Saved entries:

·····

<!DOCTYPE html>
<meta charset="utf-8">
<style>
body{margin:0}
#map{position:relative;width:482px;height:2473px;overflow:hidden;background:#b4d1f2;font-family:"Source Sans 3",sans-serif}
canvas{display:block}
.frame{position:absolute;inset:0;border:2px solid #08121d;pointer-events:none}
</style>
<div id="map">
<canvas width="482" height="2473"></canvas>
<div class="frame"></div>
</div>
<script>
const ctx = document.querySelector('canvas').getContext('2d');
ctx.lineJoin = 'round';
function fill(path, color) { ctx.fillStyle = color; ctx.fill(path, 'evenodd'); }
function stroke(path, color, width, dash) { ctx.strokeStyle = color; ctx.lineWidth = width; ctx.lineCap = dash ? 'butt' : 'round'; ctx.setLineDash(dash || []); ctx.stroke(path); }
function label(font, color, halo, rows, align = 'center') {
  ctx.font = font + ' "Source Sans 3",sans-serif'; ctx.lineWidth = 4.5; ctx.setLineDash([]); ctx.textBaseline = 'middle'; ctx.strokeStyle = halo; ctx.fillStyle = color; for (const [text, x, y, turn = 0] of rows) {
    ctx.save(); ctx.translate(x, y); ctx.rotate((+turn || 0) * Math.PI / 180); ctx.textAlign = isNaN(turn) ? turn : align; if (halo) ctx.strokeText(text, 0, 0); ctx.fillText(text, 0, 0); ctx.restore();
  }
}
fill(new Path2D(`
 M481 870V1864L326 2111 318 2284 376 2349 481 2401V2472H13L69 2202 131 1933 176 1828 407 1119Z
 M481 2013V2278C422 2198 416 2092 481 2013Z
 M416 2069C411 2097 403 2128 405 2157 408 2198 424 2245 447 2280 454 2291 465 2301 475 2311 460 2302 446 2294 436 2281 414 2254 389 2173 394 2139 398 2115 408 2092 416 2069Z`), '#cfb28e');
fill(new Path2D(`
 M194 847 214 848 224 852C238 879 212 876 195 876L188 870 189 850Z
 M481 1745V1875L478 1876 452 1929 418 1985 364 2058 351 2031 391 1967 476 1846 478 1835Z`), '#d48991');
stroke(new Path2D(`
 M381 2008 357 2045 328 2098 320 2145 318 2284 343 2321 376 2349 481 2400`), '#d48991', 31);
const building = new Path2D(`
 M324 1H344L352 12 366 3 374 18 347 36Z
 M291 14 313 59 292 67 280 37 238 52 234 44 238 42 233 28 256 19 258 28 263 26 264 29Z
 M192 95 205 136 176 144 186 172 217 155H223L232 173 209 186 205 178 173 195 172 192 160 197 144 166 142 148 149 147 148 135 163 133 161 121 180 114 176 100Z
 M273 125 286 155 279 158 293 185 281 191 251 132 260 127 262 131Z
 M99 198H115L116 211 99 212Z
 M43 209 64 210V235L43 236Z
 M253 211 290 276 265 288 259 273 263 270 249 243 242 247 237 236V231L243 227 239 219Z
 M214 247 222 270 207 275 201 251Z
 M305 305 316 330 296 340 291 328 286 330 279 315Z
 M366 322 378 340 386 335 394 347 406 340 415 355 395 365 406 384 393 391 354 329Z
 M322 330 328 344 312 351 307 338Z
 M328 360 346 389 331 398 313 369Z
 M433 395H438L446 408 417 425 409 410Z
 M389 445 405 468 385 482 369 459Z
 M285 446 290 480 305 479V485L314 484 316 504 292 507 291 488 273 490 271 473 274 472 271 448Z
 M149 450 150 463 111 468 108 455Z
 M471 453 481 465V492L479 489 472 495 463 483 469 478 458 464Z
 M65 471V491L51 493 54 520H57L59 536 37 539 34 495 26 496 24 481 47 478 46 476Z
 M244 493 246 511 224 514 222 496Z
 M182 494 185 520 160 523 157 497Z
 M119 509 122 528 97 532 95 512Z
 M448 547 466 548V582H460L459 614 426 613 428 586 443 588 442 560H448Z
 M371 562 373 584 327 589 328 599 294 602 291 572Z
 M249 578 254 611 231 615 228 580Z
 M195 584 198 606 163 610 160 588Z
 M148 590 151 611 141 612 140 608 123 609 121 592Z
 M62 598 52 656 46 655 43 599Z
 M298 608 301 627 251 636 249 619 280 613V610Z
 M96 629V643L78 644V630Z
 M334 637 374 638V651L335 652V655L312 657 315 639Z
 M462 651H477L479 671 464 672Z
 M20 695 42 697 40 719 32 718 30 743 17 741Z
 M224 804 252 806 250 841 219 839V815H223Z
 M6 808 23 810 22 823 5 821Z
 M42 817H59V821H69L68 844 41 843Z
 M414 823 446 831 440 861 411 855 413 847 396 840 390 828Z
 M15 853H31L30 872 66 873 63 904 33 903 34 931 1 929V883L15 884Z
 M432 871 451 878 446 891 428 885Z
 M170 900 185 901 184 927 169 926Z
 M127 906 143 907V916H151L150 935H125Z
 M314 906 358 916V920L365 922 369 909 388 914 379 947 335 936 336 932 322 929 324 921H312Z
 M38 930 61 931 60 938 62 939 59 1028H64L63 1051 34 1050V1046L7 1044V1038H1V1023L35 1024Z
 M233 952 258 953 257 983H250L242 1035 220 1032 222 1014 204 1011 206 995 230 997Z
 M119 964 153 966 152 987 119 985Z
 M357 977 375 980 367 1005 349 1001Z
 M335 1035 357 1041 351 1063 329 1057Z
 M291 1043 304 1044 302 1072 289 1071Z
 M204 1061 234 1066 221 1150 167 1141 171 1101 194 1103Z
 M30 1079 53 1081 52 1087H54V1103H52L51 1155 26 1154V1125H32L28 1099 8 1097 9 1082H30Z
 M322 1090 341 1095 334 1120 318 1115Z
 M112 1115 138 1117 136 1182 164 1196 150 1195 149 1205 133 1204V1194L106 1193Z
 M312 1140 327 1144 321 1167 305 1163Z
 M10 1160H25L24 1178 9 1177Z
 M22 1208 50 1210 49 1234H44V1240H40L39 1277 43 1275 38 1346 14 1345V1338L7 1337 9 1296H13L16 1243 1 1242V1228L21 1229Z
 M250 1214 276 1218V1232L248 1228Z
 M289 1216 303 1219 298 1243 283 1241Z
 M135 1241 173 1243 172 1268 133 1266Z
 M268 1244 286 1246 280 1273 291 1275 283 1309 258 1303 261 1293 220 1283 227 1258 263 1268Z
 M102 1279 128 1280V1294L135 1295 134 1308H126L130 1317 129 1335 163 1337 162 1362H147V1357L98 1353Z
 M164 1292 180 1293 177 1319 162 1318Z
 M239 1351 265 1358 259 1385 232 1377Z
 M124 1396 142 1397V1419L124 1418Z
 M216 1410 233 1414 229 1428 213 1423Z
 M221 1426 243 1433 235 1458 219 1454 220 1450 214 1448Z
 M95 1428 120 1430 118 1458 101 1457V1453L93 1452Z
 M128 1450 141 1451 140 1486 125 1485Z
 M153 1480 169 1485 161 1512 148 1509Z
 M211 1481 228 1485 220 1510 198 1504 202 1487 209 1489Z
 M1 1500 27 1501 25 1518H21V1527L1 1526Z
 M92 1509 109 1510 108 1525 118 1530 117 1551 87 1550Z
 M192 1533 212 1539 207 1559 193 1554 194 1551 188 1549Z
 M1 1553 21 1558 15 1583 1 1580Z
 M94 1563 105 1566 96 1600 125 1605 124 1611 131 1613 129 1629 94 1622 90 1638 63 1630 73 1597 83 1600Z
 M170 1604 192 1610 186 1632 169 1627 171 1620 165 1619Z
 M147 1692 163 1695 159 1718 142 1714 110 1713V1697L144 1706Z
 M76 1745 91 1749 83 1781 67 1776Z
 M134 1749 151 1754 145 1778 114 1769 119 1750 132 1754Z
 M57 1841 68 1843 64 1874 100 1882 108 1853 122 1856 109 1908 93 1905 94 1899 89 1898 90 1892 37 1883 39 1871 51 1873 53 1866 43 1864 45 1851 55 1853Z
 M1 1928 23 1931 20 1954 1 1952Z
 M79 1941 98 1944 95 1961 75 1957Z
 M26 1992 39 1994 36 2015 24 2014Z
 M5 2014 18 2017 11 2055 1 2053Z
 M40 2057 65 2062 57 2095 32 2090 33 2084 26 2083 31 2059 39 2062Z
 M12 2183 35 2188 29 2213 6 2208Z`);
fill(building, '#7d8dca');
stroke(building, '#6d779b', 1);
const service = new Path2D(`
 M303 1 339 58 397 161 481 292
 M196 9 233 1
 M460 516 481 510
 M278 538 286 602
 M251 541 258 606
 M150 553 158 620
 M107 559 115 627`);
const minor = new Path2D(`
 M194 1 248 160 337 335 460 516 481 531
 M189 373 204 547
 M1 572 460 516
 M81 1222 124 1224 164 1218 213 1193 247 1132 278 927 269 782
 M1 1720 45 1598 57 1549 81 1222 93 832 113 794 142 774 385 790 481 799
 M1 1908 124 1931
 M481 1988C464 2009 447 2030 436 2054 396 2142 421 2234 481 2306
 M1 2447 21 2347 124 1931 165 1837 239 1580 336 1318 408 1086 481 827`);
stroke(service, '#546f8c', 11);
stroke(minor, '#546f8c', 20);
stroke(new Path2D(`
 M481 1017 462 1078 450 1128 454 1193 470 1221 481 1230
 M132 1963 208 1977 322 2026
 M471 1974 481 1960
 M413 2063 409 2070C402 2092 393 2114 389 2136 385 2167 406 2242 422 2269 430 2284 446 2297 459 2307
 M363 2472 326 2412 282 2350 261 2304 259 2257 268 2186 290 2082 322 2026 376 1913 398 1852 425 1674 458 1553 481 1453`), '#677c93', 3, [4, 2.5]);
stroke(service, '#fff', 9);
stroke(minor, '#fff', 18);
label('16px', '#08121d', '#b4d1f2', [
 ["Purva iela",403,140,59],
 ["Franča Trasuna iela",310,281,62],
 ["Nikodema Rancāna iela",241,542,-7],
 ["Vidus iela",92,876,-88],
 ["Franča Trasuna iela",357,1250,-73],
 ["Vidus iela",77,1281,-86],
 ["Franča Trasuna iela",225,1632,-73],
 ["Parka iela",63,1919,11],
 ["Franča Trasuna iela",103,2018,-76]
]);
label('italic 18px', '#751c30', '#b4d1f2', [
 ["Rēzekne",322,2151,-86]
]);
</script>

·····

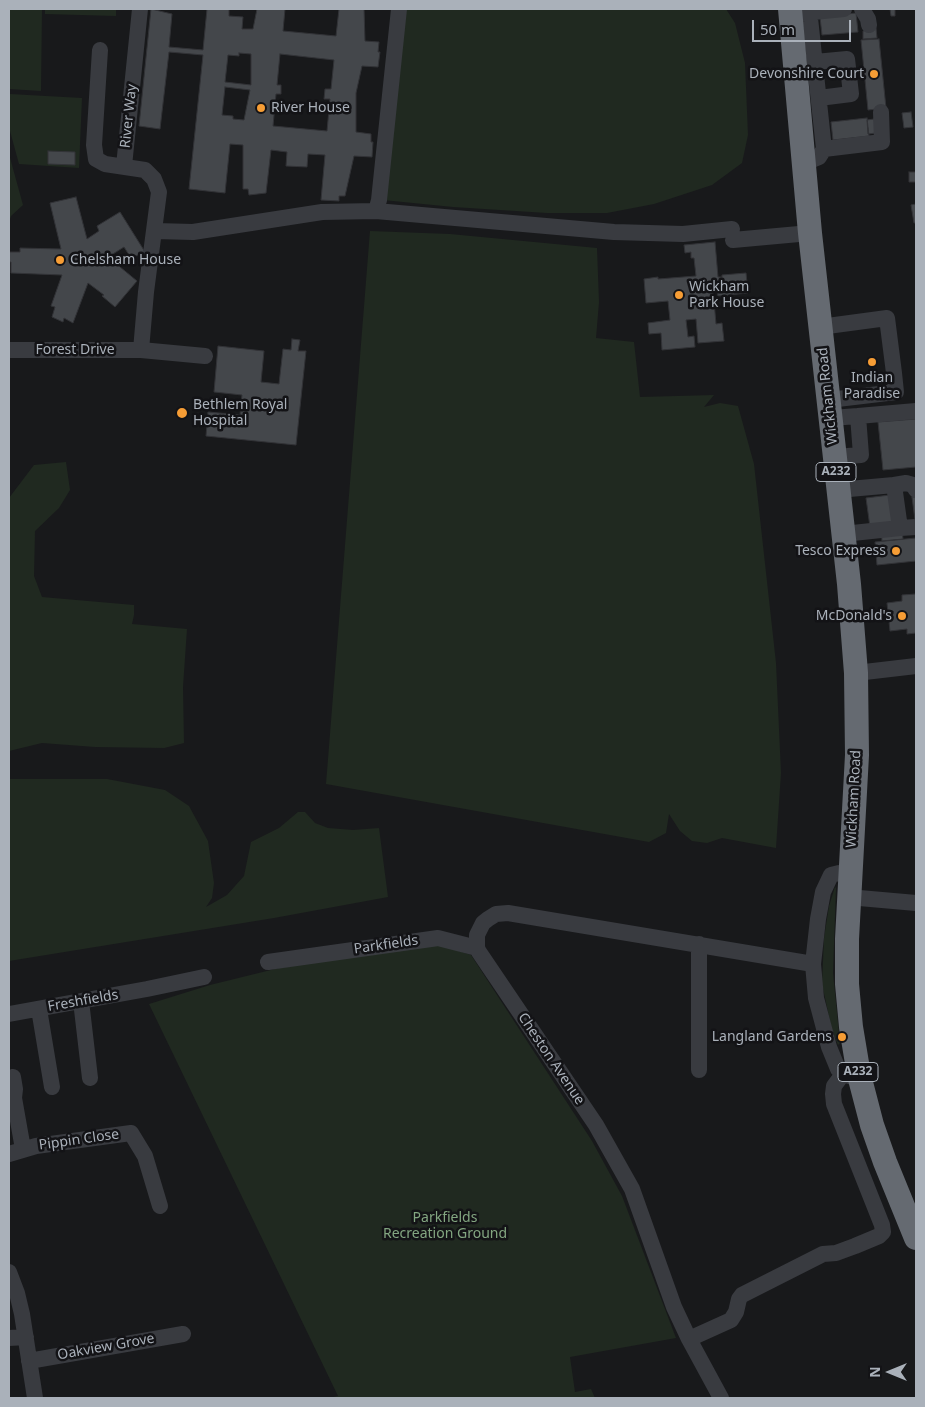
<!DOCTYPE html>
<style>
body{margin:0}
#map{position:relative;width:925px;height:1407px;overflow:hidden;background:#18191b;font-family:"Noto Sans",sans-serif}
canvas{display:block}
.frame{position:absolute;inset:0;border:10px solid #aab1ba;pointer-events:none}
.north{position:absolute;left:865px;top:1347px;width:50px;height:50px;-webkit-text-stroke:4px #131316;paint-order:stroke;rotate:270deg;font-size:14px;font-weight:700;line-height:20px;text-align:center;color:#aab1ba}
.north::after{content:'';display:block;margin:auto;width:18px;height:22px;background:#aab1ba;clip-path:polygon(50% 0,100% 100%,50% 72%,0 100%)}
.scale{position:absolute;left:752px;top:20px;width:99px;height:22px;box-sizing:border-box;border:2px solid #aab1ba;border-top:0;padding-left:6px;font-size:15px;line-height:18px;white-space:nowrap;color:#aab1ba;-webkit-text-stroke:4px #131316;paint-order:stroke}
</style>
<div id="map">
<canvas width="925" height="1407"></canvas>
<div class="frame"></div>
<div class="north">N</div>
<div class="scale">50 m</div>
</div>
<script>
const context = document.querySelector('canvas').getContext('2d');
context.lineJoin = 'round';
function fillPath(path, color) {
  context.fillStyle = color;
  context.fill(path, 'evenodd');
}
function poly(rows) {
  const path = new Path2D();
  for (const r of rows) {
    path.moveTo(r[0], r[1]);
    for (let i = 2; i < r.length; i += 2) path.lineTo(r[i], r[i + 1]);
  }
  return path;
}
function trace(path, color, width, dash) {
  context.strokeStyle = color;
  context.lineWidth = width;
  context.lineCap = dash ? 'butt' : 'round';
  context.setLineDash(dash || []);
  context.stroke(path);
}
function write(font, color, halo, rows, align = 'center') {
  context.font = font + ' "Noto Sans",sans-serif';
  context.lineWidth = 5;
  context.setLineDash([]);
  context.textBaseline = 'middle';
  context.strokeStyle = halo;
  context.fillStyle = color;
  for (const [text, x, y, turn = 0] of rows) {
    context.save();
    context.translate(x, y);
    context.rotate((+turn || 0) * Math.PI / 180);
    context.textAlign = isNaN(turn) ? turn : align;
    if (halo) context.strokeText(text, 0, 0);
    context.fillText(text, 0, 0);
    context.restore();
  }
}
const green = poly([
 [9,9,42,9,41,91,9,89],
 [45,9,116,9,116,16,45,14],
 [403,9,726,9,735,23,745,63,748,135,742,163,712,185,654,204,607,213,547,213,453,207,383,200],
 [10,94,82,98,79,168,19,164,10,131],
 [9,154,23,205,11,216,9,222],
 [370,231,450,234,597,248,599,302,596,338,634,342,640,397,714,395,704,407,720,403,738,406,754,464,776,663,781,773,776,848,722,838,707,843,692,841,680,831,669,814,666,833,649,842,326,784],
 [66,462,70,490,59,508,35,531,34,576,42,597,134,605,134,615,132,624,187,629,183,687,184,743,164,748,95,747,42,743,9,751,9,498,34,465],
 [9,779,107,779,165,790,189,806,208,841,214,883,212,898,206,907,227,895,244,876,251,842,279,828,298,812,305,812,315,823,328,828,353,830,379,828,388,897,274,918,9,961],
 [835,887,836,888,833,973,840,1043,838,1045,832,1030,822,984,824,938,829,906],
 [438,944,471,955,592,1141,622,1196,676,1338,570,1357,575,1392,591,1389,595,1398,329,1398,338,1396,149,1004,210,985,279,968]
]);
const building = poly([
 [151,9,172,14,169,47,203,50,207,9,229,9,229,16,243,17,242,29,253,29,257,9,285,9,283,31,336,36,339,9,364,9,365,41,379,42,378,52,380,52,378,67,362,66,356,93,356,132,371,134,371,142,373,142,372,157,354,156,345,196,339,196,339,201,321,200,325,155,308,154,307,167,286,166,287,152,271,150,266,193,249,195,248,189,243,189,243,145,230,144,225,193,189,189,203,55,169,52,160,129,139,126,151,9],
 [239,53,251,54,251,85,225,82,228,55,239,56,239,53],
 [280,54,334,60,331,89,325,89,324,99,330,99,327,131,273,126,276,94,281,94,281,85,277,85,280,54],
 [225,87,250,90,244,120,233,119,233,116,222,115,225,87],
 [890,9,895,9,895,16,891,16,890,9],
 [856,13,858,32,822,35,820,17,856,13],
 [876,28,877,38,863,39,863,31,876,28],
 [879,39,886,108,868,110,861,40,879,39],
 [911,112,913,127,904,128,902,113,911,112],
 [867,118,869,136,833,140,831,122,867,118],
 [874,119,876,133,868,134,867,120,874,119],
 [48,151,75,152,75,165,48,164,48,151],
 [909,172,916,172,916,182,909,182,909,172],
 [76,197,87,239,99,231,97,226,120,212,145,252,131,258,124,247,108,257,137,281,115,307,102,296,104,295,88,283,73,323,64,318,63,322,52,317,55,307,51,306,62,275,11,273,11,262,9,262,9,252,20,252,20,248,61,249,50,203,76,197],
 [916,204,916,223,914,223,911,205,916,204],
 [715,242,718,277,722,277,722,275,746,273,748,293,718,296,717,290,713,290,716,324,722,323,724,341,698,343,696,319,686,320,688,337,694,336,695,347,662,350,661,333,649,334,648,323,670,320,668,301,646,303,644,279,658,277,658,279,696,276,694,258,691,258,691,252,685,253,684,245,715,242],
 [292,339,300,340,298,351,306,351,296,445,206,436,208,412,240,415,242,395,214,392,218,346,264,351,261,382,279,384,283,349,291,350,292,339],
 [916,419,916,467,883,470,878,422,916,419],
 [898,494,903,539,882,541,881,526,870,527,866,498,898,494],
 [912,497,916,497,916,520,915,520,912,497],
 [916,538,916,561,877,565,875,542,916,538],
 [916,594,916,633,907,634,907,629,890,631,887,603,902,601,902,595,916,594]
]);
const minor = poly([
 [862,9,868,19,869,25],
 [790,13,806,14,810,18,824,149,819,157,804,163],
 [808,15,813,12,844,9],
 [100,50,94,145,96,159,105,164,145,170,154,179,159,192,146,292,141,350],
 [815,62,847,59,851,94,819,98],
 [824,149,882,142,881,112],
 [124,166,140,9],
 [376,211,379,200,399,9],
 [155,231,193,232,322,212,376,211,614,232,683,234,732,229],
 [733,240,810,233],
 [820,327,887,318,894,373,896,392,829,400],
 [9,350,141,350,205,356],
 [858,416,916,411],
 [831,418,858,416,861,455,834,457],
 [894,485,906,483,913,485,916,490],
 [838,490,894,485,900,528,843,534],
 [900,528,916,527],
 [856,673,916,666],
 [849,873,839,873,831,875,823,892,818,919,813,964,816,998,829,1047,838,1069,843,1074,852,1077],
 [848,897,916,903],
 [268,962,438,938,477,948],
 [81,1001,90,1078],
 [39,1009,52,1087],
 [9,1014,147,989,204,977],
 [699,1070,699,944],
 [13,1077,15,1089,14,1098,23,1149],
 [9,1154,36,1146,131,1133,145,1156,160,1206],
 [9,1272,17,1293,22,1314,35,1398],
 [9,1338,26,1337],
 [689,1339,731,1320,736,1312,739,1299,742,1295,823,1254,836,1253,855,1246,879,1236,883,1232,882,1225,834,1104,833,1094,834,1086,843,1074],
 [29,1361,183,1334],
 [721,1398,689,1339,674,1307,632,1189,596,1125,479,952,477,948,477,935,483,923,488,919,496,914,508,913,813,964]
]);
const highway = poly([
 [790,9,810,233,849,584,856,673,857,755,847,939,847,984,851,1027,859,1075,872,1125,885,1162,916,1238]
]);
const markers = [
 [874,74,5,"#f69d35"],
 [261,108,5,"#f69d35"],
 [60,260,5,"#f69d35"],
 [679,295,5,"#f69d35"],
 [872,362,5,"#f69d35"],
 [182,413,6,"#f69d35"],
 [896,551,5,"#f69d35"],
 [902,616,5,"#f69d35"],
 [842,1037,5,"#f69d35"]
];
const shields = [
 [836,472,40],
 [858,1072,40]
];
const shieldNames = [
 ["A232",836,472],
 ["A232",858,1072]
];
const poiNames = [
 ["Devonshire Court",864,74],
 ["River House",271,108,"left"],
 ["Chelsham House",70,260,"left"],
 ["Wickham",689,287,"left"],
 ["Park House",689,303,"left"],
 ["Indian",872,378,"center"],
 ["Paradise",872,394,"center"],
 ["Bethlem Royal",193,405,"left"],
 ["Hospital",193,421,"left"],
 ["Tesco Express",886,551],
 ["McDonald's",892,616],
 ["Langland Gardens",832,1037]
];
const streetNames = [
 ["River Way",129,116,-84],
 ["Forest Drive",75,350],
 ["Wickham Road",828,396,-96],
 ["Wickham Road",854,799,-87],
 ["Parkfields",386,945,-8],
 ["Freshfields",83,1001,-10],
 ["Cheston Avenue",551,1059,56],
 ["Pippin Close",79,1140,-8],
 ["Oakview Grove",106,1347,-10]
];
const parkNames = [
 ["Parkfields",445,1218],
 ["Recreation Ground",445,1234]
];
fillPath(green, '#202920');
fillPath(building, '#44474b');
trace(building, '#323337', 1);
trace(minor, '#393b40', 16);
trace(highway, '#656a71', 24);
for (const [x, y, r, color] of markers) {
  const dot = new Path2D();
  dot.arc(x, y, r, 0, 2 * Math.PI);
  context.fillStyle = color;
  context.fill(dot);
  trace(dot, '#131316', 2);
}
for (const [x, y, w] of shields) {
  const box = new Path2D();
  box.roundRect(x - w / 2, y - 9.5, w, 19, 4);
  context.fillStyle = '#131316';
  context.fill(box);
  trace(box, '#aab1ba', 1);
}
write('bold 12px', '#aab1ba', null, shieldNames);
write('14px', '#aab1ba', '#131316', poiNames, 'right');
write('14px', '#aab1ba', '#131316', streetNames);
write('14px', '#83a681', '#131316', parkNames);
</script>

·····

*WHAT TO PRODUCE*
Retype exactly, and only, the lines above from the one where "function trace(path, color, width, dash)" occurs up to and including the one where "context.textBaseline = 'middle';" occurs.

*SOLUTION FOR THIS PROBLEM*
function trace(path, color, width, dash) {
  context.strokeStyle = color;
  context.lineWidth = width;
  context.lineCap = dash ? 'butt' : 'round';
  context.setLineDash(dash || []);
  context.stroke(path);
}
function write(font, color, halo, rows, align = 'center') {
  context.font = font + ' "Noto Sans",sans-serif';
  context.lineWidth = 5;
  context.setLineDash([]);
  context.textBaseline = 'middle';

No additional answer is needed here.